An Arizona man will not get back the $27,030 that Oregon State Police seized from him during a traffic stop near Ashland in late 2019, even though the man was never convicted of a crime.

On Tuesday, U.S. Senior District Judge Anna Brown ordered that the money be forfeited to the government, according to documents filed in U.S. District Court in Medford.

Just after noon Nov. 6, 2019, an OSP trooper with a K-9 stopped a white Nissan Altima sedan with California plates near milepost 12 on northbound Interstate 5 for allegedly failing to signal a lane change from the passing lane to the slow lane, according to an affidavit filed by a U.S. Department of Homeland Security Investigations special agent in the case.

“(The trooper) approached the passenger side of the vehicle and immediately could smell a mild odor of marijuana coming from inside the Altima,” the affidavit states.

The driver denied consent to search the vehicle, but the trooper gained probable cause after K-9 Jaxson alerted on two pieces of luggage in the trunk.

OSP found a “large empty black duffel bag in the trunk that smelled like marijuana” and a silver bag inside a suitcase that contained cash.

OSP arrested him on a felony charge of money laundering; however, the Mail Tribune is not naming the man because court records show that the crime was never prosecuted.

Police claim the man was on his way to Portland to buy marijuana.

Police gave the man a Notice of Abandonment and Assent to Forfeiture of Prohibited or Seized Merchandise, but the Arizona man refused to sign the form.

Court documents state that the man submitted an administrative claim for the money that stated, “I claim all of the $27,030 and it is mine.”

Federal prosecutors attempted to notify the man about the forfeiture process in April of last year, but their notification via certified mail came back return to sender with no forwarding address, according to a document filed late last week by Assistant U.S. Attorney Amy Potter.

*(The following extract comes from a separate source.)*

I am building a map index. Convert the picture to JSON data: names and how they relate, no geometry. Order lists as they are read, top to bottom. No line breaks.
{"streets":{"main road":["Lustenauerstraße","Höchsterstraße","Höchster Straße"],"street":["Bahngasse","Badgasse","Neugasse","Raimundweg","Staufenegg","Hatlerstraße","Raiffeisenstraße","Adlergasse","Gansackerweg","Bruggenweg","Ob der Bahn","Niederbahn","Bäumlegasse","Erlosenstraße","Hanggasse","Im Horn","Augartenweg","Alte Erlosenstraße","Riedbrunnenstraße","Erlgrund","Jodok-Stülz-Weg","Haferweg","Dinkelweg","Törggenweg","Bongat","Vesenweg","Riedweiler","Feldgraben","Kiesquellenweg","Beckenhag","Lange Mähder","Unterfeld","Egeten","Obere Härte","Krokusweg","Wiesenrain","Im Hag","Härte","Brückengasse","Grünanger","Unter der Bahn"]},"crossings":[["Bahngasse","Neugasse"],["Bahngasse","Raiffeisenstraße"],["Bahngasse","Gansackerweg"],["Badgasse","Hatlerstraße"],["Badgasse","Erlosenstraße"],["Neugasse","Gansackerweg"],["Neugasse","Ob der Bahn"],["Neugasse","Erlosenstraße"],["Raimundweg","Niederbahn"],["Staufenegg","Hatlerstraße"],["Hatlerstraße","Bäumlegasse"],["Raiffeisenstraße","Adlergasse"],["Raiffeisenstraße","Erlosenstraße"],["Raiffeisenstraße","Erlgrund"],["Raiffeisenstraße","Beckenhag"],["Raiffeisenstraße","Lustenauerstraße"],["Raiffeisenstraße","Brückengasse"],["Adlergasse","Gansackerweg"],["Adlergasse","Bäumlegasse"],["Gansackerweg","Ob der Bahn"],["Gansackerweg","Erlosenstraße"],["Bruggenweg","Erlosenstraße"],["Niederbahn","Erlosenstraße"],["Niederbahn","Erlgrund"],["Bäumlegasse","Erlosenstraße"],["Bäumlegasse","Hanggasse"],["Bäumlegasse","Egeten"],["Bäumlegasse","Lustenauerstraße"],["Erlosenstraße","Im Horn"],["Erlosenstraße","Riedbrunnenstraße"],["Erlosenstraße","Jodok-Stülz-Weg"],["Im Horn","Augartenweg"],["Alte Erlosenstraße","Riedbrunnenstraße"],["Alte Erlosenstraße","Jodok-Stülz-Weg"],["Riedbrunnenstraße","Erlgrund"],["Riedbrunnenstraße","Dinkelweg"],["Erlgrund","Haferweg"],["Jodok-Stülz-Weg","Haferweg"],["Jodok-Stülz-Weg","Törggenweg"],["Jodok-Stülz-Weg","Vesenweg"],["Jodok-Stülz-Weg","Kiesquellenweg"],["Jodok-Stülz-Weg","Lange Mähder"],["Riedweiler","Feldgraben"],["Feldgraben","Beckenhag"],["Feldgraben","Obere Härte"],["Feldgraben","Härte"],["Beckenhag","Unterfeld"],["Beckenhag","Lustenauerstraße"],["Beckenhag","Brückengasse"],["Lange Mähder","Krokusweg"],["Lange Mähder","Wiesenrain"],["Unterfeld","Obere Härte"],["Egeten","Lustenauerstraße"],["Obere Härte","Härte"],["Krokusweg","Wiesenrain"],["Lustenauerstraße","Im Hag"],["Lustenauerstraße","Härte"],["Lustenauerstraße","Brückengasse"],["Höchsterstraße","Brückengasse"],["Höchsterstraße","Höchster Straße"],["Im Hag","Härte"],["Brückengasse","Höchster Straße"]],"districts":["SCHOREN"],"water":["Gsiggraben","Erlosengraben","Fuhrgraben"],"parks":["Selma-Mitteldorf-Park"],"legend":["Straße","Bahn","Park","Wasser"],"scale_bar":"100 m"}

In November, the man sent an email to the government asking for his money. The government replied by telling him he needed to file a claim to the money and asked him to confirm an address for service.

“No response was received to that email,” Potter’s document states.

In January, an individual claiming to be the Arizona man’s legal assistant called the government. The government emailed claim paperwork to the email address the legal assistant provided, and explained that they would also need to file a claim in U.S. District Court.

The government never received any further communication, and no claim was ever filed.

Based on the lack of responses, Senior District Judge Brown on Tuesday ordered the $27,030 be transferred to the U.S. Treasury “for disposition in accordance with applicable statutes and regulations,” according to the the court order.